-- Data listing follows --

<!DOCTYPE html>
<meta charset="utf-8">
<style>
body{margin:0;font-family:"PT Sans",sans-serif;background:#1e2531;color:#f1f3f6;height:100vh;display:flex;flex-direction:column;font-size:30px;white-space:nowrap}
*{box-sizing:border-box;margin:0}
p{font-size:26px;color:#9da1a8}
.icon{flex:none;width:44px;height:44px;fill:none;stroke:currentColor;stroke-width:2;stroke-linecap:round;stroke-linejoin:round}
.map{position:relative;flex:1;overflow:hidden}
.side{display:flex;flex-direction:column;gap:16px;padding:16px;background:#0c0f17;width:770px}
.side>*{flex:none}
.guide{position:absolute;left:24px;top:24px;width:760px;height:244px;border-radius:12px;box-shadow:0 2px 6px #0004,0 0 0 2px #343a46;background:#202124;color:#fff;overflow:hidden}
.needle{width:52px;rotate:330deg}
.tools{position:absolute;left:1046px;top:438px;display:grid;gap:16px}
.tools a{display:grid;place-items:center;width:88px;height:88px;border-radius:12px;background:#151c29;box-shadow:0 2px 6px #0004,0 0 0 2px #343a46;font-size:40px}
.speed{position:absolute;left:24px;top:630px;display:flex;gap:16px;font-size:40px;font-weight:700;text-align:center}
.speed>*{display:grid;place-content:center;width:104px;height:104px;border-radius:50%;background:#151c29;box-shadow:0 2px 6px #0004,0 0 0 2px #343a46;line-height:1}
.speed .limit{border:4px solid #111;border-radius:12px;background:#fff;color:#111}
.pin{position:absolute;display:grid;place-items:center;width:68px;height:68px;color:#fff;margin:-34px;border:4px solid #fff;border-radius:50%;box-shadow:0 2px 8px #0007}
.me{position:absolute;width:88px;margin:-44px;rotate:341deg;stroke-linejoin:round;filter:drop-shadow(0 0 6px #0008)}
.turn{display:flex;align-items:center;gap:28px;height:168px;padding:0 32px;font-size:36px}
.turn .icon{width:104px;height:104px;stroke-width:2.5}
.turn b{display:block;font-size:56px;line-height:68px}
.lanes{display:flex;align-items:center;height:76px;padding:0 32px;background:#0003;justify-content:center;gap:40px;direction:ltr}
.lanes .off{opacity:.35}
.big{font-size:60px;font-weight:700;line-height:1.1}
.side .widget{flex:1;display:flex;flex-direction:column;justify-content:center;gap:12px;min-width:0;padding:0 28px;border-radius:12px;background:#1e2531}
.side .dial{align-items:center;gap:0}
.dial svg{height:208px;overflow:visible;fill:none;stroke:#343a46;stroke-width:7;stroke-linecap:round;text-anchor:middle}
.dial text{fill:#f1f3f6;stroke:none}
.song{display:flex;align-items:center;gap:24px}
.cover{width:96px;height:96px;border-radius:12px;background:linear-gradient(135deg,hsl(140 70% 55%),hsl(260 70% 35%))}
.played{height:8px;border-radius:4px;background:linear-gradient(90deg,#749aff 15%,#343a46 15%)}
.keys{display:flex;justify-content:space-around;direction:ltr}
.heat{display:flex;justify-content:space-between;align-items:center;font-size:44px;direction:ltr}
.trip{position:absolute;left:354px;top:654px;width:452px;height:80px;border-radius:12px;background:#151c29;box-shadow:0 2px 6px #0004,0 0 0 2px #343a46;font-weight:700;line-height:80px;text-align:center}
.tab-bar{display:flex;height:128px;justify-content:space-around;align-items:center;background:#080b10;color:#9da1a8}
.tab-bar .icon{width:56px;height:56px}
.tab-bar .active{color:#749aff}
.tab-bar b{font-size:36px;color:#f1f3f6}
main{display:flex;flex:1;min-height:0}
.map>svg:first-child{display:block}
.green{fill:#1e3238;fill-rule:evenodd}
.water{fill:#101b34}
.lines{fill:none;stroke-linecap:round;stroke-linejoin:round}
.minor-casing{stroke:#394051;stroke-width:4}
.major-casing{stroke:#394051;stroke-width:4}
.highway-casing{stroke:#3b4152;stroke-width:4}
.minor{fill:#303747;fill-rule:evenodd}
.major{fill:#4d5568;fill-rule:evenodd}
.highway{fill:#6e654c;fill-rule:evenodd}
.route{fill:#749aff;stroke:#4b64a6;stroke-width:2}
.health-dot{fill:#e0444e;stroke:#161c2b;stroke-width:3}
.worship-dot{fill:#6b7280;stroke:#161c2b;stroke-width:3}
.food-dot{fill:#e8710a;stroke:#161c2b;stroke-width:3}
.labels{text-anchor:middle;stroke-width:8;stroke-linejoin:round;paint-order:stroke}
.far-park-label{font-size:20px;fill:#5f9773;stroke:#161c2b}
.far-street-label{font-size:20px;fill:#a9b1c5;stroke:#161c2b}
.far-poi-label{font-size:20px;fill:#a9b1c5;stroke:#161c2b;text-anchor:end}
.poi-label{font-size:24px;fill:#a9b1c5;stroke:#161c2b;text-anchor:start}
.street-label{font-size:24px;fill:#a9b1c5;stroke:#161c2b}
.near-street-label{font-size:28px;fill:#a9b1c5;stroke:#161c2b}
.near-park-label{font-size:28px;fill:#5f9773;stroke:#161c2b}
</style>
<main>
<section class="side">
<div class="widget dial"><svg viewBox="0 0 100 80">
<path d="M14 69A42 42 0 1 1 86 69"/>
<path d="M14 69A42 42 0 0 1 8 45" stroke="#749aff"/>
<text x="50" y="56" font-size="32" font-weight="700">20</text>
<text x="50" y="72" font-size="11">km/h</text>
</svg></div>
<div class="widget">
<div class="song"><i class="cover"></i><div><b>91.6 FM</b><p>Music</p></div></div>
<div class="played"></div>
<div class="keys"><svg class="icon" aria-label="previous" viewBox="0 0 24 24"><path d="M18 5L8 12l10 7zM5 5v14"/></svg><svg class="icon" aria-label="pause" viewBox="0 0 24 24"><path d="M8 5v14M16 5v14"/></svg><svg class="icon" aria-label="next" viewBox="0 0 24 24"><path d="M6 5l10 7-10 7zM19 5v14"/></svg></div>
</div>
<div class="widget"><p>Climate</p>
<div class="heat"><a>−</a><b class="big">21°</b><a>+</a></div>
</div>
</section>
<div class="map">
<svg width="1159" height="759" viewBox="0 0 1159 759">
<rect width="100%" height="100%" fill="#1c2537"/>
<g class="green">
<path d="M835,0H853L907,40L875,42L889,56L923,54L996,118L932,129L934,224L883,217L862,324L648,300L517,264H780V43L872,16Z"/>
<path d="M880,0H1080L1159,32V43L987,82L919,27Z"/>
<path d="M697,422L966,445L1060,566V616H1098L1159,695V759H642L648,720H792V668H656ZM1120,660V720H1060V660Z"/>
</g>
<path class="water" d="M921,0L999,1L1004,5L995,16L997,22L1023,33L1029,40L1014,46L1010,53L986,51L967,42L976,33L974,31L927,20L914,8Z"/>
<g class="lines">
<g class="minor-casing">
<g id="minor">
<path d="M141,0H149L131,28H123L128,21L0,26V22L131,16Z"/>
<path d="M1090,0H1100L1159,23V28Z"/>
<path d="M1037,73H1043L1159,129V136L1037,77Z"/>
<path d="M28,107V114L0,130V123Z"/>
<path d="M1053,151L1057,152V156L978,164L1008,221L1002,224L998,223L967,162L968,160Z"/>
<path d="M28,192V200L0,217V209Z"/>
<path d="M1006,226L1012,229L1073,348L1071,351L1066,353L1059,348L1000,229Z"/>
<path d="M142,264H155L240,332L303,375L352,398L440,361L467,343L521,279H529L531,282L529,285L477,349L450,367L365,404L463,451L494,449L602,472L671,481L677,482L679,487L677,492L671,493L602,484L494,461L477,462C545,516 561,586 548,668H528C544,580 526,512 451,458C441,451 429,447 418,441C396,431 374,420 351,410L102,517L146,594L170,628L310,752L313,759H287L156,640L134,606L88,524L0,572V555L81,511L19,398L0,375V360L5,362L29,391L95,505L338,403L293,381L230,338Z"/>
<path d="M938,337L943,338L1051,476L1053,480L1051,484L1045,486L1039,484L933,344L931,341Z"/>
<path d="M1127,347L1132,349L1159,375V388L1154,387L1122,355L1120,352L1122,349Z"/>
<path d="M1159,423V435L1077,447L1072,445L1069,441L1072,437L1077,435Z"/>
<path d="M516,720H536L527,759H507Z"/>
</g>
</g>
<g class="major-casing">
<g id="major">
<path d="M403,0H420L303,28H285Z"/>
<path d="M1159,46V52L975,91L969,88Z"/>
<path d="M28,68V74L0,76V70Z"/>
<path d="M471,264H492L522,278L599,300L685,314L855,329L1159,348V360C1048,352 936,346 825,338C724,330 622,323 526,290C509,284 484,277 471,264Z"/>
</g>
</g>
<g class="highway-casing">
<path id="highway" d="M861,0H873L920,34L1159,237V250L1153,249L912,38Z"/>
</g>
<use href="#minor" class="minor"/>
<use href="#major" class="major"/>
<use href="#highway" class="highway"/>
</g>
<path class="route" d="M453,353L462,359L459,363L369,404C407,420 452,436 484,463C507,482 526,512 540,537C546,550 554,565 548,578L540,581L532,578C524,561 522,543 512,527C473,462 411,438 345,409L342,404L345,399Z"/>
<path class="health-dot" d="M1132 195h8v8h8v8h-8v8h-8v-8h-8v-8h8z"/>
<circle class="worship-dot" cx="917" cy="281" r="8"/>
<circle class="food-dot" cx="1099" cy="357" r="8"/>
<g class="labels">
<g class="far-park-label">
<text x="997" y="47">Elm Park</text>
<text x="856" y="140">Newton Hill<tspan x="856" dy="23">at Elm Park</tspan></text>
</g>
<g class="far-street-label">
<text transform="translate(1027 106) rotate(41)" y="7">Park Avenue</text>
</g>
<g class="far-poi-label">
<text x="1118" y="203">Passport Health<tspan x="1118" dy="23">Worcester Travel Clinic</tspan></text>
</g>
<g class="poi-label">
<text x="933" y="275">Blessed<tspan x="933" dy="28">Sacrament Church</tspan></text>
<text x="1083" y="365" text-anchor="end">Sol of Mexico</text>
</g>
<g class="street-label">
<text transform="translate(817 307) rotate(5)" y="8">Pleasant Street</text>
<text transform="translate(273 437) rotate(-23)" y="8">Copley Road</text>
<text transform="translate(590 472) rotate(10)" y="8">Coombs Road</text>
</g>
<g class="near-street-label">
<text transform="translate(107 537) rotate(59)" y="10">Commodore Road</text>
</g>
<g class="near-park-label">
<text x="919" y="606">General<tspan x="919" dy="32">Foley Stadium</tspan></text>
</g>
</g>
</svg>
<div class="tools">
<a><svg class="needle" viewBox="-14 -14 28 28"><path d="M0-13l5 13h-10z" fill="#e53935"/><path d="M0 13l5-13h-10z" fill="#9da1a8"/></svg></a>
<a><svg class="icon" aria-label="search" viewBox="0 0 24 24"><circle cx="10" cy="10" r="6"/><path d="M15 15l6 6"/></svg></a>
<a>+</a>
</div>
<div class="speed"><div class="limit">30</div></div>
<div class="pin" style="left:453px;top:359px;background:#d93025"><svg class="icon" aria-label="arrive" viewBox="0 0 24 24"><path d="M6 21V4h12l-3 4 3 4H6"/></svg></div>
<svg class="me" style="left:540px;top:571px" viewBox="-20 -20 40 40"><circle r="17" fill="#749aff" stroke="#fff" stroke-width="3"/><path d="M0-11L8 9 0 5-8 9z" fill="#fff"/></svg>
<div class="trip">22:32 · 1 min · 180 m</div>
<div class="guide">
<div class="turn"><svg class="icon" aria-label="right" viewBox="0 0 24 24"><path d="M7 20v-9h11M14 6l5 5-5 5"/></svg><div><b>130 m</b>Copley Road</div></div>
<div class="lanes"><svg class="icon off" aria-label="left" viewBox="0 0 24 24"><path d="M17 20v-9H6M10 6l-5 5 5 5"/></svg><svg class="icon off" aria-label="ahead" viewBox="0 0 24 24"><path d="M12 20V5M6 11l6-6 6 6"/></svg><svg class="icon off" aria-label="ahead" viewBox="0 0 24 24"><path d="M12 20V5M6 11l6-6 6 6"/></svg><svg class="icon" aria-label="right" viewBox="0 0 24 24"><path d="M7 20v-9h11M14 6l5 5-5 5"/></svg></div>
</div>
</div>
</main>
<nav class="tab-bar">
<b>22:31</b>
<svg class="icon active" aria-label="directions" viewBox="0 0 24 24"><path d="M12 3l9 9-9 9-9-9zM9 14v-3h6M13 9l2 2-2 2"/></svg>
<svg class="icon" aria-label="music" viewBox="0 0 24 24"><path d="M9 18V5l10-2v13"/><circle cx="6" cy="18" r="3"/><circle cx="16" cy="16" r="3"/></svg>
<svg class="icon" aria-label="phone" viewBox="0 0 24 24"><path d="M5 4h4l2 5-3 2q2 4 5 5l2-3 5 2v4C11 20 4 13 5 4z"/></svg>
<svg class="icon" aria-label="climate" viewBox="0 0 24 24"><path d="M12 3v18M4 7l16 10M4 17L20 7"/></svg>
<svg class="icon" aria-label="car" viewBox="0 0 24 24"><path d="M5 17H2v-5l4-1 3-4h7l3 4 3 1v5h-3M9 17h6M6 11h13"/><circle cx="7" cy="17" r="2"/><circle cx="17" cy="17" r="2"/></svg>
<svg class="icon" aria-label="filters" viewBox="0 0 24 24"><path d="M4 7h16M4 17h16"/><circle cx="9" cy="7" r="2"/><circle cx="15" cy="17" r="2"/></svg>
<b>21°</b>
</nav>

-- Data listing concluded --

Every line above that contains the word "heat" should be reported.

* [Task result]
.heat{display:flex;justify-content:space-between;align-items:center;font-size:44px;direction:ltr}
<div class="heat"><a>−</a><b class="big">21°</b><a>+</a></div>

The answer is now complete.